MX: “As this ’60s cultural icon now, I suspect you get some pretty interesting responses from young fans who’ve just stumbled upon your work for the first time.”

AG: “Every once in a while I get a letter from somebody, or [else I see] writin’ on the message boards [at www.risingson.com] from people who have ‘discovered’ me. It’s a little bit like Columbus comin’ over here and discoverin’ America while all the Native American guys are goin’, ‘What?’ We knew about this place too, y’know!'”

MX: “There’s plenty of lampooning going on in ‘Alice’s Restaurant’ — of law enforcement, the military, the medical establishment, the very temper of the times. Have you ever encountered any animosity for writing the song?”

AG: “You know what? I really haven’t. I’ve had people be negative about some of my opinions about things; but if you have an opinion in the world, you’re going to run into that, no matter what your opinion is.

“Luckily for me, though, the way the world has turned out, some of the concerns that me and a bunch of other people my age had 30 or 40 years ago have become part of normal life. In every hometown now there’s people worried about what their kids are learnin’ in school, what kind of water they’re drinkin’, what kind of air they’re breathin’, what’s happenin’ with that nuke plant down the road. All of those concerns that were crazy years ago have become normal. So in some sense, I’m much less of a danger. And I miss that!”

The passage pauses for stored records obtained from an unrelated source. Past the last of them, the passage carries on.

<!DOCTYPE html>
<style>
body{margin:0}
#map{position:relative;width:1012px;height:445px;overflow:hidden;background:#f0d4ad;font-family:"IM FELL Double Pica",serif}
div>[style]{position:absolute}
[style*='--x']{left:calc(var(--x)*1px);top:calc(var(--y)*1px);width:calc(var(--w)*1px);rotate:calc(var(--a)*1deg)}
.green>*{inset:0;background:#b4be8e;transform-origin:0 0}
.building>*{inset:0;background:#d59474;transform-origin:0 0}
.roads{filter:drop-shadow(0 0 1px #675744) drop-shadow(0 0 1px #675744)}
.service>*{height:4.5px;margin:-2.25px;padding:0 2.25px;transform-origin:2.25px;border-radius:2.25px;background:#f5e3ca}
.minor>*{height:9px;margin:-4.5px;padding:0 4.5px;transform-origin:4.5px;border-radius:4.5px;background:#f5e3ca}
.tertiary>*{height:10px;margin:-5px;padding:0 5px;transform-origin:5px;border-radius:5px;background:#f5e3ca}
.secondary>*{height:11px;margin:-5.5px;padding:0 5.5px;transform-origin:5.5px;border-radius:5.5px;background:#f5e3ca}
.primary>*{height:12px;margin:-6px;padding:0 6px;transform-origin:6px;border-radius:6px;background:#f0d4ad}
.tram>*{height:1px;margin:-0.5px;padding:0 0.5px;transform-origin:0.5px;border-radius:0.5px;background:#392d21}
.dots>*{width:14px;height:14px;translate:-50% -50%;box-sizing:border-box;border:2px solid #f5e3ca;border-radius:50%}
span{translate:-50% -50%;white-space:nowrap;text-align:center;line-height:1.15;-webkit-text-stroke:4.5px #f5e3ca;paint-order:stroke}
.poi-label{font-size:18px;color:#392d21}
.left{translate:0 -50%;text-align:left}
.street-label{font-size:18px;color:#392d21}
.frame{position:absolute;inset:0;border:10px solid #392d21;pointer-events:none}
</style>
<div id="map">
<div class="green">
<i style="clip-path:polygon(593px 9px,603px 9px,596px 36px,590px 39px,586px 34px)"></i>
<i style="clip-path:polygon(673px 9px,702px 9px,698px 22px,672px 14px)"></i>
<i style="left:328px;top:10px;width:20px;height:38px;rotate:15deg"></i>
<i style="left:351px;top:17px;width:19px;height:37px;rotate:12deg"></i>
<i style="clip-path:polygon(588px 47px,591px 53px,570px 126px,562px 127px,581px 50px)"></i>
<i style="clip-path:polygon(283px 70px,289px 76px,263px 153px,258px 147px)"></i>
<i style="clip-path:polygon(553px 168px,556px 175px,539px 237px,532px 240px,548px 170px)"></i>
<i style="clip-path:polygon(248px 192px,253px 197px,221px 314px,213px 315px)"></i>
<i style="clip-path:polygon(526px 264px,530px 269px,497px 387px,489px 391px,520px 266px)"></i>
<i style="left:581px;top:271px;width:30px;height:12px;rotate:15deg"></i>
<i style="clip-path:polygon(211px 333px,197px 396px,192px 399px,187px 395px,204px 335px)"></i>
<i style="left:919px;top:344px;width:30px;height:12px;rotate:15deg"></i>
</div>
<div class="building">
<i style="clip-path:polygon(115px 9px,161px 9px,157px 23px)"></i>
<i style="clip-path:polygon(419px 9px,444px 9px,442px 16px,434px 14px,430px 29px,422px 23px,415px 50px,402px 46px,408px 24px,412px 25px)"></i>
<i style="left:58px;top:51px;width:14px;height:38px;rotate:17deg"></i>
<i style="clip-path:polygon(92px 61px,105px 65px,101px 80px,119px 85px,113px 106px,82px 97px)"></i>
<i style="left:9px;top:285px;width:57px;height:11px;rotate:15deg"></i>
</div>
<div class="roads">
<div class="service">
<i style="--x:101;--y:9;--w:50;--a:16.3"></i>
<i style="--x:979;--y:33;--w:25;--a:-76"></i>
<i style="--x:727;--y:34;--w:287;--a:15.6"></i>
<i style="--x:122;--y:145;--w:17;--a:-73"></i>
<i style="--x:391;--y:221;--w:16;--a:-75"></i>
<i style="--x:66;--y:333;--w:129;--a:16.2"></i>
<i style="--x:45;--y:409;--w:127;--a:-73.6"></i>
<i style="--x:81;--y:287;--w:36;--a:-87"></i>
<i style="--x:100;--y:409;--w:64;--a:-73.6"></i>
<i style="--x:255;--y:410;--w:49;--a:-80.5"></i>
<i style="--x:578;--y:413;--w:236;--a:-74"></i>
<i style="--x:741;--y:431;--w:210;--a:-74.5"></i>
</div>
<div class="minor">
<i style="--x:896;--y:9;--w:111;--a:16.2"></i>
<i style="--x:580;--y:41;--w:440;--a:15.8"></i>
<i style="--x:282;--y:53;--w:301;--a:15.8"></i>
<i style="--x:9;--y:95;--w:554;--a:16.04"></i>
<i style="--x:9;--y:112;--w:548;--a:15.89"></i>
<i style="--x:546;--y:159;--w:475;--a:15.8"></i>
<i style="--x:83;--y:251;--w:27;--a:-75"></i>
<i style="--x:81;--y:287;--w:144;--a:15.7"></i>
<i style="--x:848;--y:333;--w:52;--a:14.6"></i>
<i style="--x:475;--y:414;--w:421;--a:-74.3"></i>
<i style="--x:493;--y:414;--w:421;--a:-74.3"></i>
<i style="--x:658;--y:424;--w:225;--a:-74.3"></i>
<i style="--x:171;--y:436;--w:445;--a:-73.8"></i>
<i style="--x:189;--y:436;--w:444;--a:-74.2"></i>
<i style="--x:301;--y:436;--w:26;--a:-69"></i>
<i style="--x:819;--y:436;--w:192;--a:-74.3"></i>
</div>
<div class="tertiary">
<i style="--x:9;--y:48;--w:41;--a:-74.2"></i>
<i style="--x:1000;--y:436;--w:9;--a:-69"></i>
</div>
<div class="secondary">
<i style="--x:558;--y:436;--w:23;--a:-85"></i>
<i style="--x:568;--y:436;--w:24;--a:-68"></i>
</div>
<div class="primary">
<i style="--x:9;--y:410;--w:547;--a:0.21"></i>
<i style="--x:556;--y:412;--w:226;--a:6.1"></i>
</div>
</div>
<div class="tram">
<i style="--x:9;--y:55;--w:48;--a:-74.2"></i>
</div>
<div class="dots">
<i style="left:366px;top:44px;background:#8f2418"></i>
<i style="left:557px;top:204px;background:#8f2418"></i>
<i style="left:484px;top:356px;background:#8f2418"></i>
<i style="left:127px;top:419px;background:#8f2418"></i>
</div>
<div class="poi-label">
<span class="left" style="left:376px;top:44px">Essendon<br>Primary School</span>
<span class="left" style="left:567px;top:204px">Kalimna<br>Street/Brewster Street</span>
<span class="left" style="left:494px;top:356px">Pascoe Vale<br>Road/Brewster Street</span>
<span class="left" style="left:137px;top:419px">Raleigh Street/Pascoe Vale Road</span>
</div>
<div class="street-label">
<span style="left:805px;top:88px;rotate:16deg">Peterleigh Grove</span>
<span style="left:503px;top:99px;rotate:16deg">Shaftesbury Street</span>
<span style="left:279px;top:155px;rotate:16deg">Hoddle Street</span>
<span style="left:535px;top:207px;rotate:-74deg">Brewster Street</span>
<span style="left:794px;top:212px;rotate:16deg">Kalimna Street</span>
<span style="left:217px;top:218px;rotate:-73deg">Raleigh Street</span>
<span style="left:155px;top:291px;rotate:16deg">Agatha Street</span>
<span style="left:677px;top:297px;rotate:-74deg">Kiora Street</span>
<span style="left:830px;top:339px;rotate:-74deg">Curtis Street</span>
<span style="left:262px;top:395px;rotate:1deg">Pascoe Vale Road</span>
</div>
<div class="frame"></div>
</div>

MX: “On the level that ‘Alice’s Restaurant’ relates to an unpopular war that brought people out into the streets in protest, the song would seem to have become very topical all over again. Have you gotten any feedback that ‘Alice’ has taken on heightened meaning for fans in light of recent political events?”

AG: “Let me answer the question this way: We’re livin’ in a much more sophisticated era than we were — the ’60s seems like simple times compared to what’s goin’ on now. All of the news media that at one time were independent and were focused on bringin’ to the attention of everybody what they thought was really goin’ on [have] virtually disappeared; [they don’t] exist anymore. Almost everybody has somebody lookin’ over their shoulders, not just in the music industry, but in the media industry, and in the defense industry and in the government business. We’re livin’ in a different world.

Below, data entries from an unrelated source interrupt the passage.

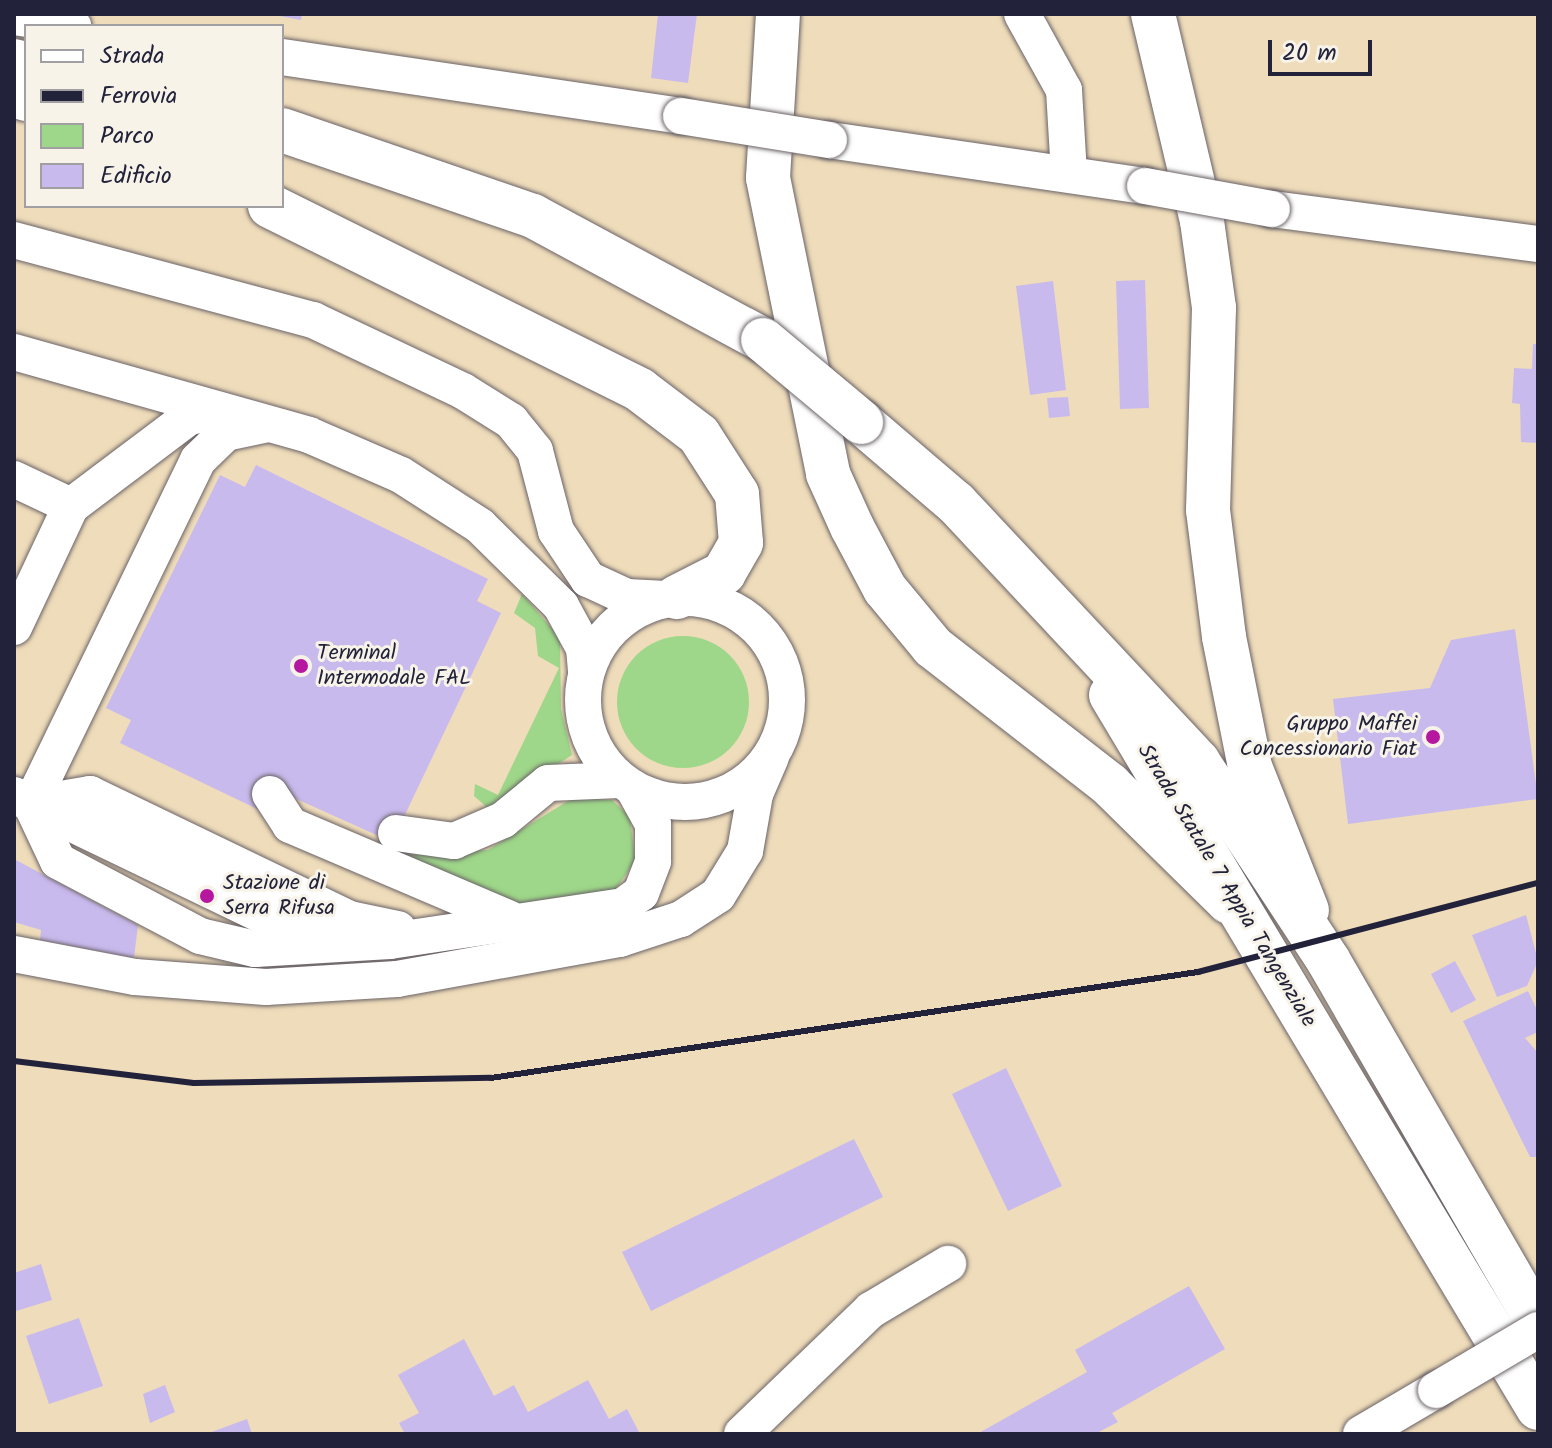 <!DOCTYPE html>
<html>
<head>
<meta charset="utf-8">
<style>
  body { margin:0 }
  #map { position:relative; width:1552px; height:1448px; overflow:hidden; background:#efdcba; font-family:Kalam,sans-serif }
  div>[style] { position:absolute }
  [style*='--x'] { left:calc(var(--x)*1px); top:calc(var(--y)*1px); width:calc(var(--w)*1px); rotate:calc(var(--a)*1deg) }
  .green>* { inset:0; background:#9ed789 }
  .round { border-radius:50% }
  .building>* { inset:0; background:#c9baee }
  .roads { filter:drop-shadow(0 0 2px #6a6367) drop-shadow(0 0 2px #6a6367) }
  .minor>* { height:36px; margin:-18px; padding:0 18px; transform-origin:18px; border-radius:18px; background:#fff }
  .minor>.ring { margin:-18px; padding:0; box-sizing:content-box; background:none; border:36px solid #fff; border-radius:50% }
  .major>* { height:44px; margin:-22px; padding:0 22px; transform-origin:22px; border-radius:22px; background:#fff }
  .highway>* { height:44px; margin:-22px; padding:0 22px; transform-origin:22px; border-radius:22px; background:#fff }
  .rail>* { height:6px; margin:-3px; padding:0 3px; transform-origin:3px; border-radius:3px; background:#22223b }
  .bridges { filter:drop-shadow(0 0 2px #6a6367) drop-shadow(0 0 2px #6a6367) }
  .minor-bridge>* { height:36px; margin:-18px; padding:0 18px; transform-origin:18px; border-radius:18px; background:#fff }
  .highway-bridge>* { height:44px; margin:-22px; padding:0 22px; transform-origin:22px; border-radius:22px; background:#fff }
  .dots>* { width:22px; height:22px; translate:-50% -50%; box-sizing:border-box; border:4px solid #f7f3e8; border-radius:50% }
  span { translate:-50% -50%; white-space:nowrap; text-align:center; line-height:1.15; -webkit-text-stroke:6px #f7f3e8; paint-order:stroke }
  .poi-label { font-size:22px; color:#22223b }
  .left { translate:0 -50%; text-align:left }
  .right { translate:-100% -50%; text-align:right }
  .street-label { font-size:22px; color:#22223b }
  .frame { position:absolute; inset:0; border:16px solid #22223b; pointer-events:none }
  .legend { position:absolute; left:24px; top:24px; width:260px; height:184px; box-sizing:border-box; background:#f7f3e8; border:2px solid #a29fa3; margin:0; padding:10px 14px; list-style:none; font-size:24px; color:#22223b }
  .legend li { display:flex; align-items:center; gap:16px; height:40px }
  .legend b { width:40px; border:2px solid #a29fa3 }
  .scale { position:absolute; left:1268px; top:40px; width:104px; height:36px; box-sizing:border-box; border:4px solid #22223b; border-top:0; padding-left:10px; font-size:24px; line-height:28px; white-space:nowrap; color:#22223b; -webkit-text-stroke:6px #f7f3e8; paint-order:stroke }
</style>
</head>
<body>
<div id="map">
  <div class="green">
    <i style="clip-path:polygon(522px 594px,560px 638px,561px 709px,572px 755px,489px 809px,474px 796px,475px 784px,498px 795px,559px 668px,538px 656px,535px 628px,514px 613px)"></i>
    <i class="round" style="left:617px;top:636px;width:132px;height:132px"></i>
    <i style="clip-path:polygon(573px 798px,612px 800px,630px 817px,635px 861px,614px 892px,519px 904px,407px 855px,488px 850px)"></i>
  </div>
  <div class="building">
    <i style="clip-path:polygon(269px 14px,302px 14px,301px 20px)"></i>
    <i style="clip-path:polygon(658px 14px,697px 14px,688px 83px,651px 78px)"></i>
    <i style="clip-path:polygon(1145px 280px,1149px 408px,1120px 409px,1116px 281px)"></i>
    <i style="clip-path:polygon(1053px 281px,1066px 390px,1030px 395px,1016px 286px)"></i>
    <i style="clip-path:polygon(1533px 344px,1538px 344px,1538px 443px,1521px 442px,1520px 404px,1512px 403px,1514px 368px,1532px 369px)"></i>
    <i style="clip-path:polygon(1068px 397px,1070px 416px,1049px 418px,1047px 398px)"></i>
    <i style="clip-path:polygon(256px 465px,488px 579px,477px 601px,501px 613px,392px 842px,272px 788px,261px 811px,120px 743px,131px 720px,106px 708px,220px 475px,245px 487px)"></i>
    <i style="clip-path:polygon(1515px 629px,1538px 799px,1348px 824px,1333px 699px,1430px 688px,1451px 640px)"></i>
    <i style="clip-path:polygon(14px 859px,138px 925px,134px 958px,40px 940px,41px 930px,14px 922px)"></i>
    <i style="clip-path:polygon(1526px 915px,1538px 961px,1527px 986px,1497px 997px,1472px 935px)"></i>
    <i style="clip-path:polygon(1455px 961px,1476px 1000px,1451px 1013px,1431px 974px)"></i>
    <i style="clip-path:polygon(1528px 991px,1538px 1012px,1538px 1032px,1525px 1038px,1538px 1053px,1538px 1157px,1530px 1157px,1463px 1021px)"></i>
    <i style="clip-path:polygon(1006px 1068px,1062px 1186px,1008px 1211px,952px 1094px)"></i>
    <i style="clip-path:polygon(854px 1139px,883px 1197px,651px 1311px,622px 1252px)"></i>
    <i style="clip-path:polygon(41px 1264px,52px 1300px,16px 1311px,14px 1273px)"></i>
    <i style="clip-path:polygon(1189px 1286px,1225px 1349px,1112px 1413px,1118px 1422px,1095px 1434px,977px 1434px,1087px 1372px,1075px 1350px)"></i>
    <i style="clip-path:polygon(79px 1318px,103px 1386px,49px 1404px,26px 1336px)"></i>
    <i style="clip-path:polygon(464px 1339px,494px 1396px,514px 1385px,528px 1412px,588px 1380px,609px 1419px,627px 1409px,640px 1434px,405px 1434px,399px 1423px,419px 1413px,398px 1375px)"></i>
    <i style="clip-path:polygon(165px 1385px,175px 1412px,150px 1423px,143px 1394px)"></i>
    <i style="clip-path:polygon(247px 1419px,252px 1434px,206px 1434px)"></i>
  </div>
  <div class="roads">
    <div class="minor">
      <i style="--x:1022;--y:14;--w:87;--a:61.1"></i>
      <i style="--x:1064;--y:90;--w:83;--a:86.6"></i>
      <i style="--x:14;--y:17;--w:60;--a:8.7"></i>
      <i style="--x:282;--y:57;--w:403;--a:8.4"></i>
      <i style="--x:829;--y:140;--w:319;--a:8.3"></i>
      <i style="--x:1272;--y:209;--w:268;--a:7.5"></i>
      <i style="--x:14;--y:240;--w:310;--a:15"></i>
      <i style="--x:313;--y:320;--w:166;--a:25.3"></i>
      <i style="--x:463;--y:391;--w:57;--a:32"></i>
      <i style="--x:511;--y:421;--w:38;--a:51"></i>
      <i style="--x:535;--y:451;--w:83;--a:75.3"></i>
      <i style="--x:556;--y:531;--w:58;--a:56.3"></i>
      <i style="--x:588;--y:579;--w:43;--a:24.8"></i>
      <i style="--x:627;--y:597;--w:34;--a:3"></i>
      <i style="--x:14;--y:352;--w:306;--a:15.7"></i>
      <i style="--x:309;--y:435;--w:100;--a:23.5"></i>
      <i style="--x:401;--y:475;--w:94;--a:32.8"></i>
      <i style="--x:480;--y:526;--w:114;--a:44.6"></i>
      <i style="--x:561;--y:606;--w:48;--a:61.3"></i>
      <i style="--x:584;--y:648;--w:23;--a:85"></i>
      <i style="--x:14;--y:479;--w:63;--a:25.3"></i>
      <i class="ring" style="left:583px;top:598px;width:168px;height:168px"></i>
      <i style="--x:14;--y:627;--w:134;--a:-64.8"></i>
      <i style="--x:71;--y:506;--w:148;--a:-37"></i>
      <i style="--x:189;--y:417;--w:34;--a:-10"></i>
      <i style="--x:270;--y:794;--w:37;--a:57"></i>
      <i style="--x:290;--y:825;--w:239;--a:23.1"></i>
      <i style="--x:14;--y:795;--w:19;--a:28"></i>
      <i style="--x:31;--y:804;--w:63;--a:64.7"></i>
      <i style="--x:58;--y:861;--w:161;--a:27.8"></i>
      <i style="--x:200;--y:936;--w:57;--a:13.3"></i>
      <i style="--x:255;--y:949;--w:135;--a:-3.4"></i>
      <i style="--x:390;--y:941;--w:236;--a:-8.5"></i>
      <i style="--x:623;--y:906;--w:22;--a:-36"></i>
      <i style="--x:641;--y:893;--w:34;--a:-69"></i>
      <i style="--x:653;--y:861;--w:37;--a:-90"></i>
      <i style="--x:653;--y:824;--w:38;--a:-119"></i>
      <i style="--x:31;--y:804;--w:382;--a:-64.1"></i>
      <i style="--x:198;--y:460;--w:39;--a:-44"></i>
      <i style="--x:226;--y:433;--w:40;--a:-12"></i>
      <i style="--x:31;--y:804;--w:60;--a:-9.6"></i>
      <i style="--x:90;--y:794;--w:288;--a:25.7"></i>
      <i style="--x:350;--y:919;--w:49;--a:11.8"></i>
      <i style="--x:31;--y:804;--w:313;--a:25.7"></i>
      <i style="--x:396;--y:833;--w:59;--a:7.9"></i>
      <i style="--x:454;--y:841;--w:53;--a:-23.2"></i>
      <i style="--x:503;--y:820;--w:58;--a:-39.4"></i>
      <i style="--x:548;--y:783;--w:71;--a:-2.4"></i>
      <i style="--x:14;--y:954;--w:123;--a:10.8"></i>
      <i style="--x:135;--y:977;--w:131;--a:4.4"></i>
      <i style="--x:266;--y:987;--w:131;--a:-3.5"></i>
      <i style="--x:397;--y:979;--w:227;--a:-10.2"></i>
      <i style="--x:620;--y:939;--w:64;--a:-18.2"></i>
      <i style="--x:681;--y:919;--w:44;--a:-33"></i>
      <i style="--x:718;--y:895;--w:52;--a:-58.5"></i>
      <i style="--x:745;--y:851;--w:58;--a:-80"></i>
      <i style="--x:755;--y:794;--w:40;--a:-66.6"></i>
      <i style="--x:742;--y:1434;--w:179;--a:-43.9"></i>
      <i style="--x:871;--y:1310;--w:90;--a:-30.9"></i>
      <i style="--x:1361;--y:1434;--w:87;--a:-30.4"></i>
    </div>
    <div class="major">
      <i style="--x:778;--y:14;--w:164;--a:93.5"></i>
      <i style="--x:768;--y:178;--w:302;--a:78.5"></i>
      <i style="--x:828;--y:474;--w:58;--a:65.6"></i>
      <i style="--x:852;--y:527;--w:70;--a:62"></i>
      <i style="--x:885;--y:589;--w:75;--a:50.4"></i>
      <i style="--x:933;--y:647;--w:224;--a:37.9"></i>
      <i style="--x:1110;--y:785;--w:167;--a:44.5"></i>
      <i style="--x:1153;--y:14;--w:213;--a:76.7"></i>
      <i style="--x:1202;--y:221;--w:88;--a:82.1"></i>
      <i style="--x:1214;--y:308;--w:202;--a:91.7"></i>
      <i style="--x:1208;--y:510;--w:128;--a:82.8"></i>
      <i style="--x:1224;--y:637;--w:133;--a:78.7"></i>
      <i style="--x:1250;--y:767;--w:154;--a:68.3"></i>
    </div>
    <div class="highway">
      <i style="--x:14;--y:61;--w:12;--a:14"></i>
      <i style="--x:14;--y:95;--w:13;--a:18"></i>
      <i style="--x:282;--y:130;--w:265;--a:18.9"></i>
      <i style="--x:533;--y:216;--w:261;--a:28.3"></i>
      <i style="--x:270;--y:206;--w:413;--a:26.4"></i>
      <i style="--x:640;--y:390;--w:74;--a:37.3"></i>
      <i style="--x:699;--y:435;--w:70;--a:57.2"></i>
      <i style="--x:737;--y:494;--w:49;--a:85.3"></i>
      <i style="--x:741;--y:543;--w:34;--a:120"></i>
      <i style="--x:724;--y:573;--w:53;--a:152.9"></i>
      <i style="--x:861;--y:422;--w:125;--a:40.5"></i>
      <i style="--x:956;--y:503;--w:354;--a:46.9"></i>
      <i style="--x:1198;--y:762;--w:237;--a:56.7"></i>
      <i style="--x:1328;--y:960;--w:419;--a:60"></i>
      <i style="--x:1111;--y:695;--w:831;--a:59.08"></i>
    </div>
  </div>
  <div class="rail">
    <i style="--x:14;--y:1061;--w:181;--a:7"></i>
    <i style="--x:194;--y:1083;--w:297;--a:-1"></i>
    <i style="--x:491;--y:1078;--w:715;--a:-8.53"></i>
    <i style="--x:1198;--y:972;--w:351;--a:-14.7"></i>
  </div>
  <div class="bridges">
    <div class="minor-bridge">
      <i style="--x:681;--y:116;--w:150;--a:9.2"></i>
      <i style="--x:1145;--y:186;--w:129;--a:10.3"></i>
      <i style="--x:1436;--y:1390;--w:118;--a:-30.5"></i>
    </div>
    <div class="highway-bridge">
      <i style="--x:763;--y:340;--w:128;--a:39.9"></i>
    </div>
  </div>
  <div class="dots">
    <i style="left:301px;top:666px;background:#b5179e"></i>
    <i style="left:1433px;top:737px;background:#b5179e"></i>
    <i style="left:207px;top:896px;background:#b5179e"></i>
  </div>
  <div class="poi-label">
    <span class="left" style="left:317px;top:666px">Terminal<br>Intermodale FAL</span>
    <span class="right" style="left:1417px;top:737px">Gruppo Maffei<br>Concessionario Fiat</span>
    <span class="left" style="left:223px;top:896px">Stazione di<br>Serra Rifusa</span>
  </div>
  <div class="street-label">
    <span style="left:1226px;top:886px;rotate:59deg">Strada Statale 7 Appia Tangenziale</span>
  </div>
  <div class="frame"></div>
  <ul class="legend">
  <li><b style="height:10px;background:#fff"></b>Strada</li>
  <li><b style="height:10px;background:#22223b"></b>Ferrovia</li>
  <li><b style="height:22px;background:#9ed789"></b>Parco</li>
  <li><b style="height:22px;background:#c9baee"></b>Edificio</li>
  </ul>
  <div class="scale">20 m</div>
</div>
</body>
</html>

“So the sentiments expressed in the song may be a vestige of an era when people could actually question and have some ground to stand on. They could say, ‘Well, I think this is goin’ on, and what are you gonna do about that?’ But these days, people are constantly bein’ manipulated, so they don’t feel they have ground to stand on — we don’t really know what’s goin’ on. There seems to be deception on all sides by all people, [with] a depth to it that’s sort of like one of those crazy Chinese box puzzles or somethin’.

“So I’m lookin’ forward to seein’ how the kids who are growin’ up in this time deal with that, because bein’ born in a briar patch gives you a sophistication that somebody like me could never possess. I’m too simple to see the depth of this, but there’s kids out here who can. So I would be very interested to see how they deal with this; and in the long run, I have a deep, abiding faith in the people of this country that they will do the right things all the time. Not every moment, but in the long run.

“Things are not always what they seem, and I would be interested to hear what young people who can see through that fog actually are seein’ right now.”